Weil die Restschuldversicherung eine Sonderform darstellt, habe der Gesetzgeber dieses Segment bereits entsprechend normiert, berichtet der GDV: Unter anderem muss die versicherte Person über ihr Widerrufsrecht eine Woche nach Abgabe der Vertragserklärung erneut in Textform belehrt werden. Auch das Produktinformationsblatt ist dann erneut auszuhändigen. Soeben erst hat das Bundeskabinett einen Provisionsdeckel für Restschuld-Policen verabschiedet, weil Provisionsexzesse hier für Ärger und Empörung sorgten: horrende Provisionen über 50 Prozent des Beitrages sind bisher branchenüblich.

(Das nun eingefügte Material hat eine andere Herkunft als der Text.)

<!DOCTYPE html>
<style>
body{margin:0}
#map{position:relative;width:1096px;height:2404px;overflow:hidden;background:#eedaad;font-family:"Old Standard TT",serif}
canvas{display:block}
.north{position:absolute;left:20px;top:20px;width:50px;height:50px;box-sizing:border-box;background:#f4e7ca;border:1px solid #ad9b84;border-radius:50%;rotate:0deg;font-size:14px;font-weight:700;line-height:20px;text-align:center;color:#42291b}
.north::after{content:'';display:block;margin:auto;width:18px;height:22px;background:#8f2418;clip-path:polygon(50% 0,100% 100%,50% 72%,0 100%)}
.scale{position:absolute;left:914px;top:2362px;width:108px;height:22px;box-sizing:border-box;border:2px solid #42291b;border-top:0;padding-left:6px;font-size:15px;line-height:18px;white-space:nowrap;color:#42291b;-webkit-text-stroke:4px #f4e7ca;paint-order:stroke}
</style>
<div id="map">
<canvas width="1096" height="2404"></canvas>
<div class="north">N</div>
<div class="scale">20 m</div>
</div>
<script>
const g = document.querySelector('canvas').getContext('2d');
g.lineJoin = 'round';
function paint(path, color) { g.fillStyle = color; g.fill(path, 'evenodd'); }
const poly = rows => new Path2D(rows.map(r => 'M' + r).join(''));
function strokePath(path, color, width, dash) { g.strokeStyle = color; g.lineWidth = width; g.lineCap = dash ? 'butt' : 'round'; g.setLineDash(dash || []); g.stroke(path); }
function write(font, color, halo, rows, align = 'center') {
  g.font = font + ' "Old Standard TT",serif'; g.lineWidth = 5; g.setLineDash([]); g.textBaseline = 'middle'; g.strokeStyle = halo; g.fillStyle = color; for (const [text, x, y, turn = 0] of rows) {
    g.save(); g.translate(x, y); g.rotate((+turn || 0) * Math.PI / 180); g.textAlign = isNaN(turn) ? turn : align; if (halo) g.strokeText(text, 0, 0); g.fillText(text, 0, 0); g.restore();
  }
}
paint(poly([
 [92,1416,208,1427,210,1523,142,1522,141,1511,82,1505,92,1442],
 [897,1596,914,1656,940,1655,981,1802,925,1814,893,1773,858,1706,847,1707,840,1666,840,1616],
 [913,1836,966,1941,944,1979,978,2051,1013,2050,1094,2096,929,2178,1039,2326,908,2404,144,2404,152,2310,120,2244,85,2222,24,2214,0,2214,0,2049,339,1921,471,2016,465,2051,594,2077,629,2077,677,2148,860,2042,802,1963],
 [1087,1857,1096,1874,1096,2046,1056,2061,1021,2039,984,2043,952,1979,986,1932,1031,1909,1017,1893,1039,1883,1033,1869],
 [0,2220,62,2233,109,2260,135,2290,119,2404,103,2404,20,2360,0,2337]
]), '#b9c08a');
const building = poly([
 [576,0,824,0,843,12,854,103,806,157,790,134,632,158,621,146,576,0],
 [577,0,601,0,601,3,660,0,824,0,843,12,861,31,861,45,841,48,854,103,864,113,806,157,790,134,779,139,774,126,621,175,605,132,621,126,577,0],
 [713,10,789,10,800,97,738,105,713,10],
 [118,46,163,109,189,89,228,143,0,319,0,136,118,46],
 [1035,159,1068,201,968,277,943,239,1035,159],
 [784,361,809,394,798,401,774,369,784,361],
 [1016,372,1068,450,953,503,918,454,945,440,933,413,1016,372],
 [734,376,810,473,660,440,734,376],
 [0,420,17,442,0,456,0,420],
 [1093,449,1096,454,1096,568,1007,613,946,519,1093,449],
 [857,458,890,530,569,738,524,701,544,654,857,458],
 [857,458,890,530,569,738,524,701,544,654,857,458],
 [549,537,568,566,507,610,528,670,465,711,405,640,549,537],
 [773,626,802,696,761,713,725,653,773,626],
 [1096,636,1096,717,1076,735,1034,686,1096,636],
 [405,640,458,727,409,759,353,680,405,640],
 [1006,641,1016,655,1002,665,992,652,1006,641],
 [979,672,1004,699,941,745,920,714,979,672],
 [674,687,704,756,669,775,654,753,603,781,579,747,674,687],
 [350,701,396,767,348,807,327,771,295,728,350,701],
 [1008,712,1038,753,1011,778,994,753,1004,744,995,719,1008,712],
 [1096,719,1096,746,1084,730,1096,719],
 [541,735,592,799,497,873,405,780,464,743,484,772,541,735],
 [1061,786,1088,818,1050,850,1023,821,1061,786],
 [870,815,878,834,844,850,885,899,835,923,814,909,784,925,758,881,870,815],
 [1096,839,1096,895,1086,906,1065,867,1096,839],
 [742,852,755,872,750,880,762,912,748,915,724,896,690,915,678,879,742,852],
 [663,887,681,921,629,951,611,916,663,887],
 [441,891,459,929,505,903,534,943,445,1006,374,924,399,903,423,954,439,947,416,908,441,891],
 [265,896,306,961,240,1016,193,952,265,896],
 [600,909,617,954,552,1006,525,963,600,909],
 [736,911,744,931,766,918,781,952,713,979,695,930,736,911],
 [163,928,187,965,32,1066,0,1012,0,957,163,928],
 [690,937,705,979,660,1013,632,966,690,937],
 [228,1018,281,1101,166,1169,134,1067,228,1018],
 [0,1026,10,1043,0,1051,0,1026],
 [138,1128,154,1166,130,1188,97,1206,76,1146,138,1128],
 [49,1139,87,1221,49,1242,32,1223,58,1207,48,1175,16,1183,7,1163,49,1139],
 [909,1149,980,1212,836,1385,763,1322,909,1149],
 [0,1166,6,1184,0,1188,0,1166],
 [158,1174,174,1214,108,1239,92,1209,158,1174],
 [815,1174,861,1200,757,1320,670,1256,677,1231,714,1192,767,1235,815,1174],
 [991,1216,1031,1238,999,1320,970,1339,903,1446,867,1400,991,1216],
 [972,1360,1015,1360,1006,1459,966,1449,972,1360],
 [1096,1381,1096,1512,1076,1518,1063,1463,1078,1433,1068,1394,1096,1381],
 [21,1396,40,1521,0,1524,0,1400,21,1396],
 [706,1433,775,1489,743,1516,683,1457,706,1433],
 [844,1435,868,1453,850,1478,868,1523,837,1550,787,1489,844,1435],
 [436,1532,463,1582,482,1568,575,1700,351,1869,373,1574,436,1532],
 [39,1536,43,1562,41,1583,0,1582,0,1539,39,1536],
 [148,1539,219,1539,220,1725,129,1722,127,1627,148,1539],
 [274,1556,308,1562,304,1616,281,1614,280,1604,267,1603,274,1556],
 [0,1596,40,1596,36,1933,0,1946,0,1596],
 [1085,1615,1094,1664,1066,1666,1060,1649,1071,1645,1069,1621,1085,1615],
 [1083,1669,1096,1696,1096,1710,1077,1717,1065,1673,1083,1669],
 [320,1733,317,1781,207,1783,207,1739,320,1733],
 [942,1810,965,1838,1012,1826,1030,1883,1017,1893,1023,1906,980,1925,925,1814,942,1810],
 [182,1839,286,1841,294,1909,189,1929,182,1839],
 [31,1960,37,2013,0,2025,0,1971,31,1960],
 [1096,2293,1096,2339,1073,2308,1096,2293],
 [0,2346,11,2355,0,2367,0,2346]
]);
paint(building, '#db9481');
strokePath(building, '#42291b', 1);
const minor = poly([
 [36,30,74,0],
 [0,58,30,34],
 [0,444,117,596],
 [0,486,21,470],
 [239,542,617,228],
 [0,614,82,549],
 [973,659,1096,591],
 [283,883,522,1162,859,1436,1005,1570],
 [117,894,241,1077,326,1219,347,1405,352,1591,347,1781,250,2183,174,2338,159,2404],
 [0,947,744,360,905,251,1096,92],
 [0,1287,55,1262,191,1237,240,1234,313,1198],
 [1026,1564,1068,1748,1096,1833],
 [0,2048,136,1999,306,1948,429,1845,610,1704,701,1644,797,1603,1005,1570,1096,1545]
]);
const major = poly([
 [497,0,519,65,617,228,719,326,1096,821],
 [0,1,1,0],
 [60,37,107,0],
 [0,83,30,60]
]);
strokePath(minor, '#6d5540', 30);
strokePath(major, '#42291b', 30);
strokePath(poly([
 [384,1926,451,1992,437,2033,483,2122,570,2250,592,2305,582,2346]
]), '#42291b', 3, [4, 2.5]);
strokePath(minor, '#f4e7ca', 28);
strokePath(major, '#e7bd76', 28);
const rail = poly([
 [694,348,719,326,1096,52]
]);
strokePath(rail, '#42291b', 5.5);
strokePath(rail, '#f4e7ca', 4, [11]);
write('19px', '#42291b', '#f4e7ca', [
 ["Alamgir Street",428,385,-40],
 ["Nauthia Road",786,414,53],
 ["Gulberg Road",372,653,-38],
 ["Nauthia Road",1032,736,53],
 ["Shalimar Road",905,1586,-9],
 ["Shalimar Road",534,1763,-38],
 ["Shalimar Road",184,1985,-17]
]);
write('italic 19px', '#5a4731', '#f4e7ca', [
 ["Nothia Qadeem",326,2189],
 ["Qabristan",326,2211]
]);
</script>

Sorge: Auswirkung auf Bestand
Es sollte darüber hinaus eine Klarstellung erfolgen, dass das für den Beginn der Widerrufsfrist erforderliche „Informationsblatt zu Versicherungsprodukten“ lediglich Verbrauchern auszuhändigen ist, so eine weitere Forderung des Verbandes - die er nicht weiter erklärt. Ober er hier befürchtet, dass auch Gewerbekunden bzw. Vermittlerinnen und Vermittler eine solches Informationsblatt erhalten, geht aus dem Text nicht hervor.
Von einer Änderung des § 8 Abs. 5 VVG sollte abgesehen werden, um keine Rechtsunsicherheiten für Bestandsverträge zu schaffen. Paragraph 8 ist der Passus im Versicherungsvertragsgesetz, der das Widerrufsrecht des Versicherungsnehmers regelt. Unter anderem heißt es in Absatz 5, eine zu erteilende Belehrung "genügt den dort genannten Anforderungen, wenn das Muster der Anlage zu diesem Gesetz in Textform verwendet wird". Auch darf der Versicherer in Format und Schriftgröße von dem Muster abweichen und Zusätze wie die Firma oder ein Kennzeichen des Versicherers anbringen.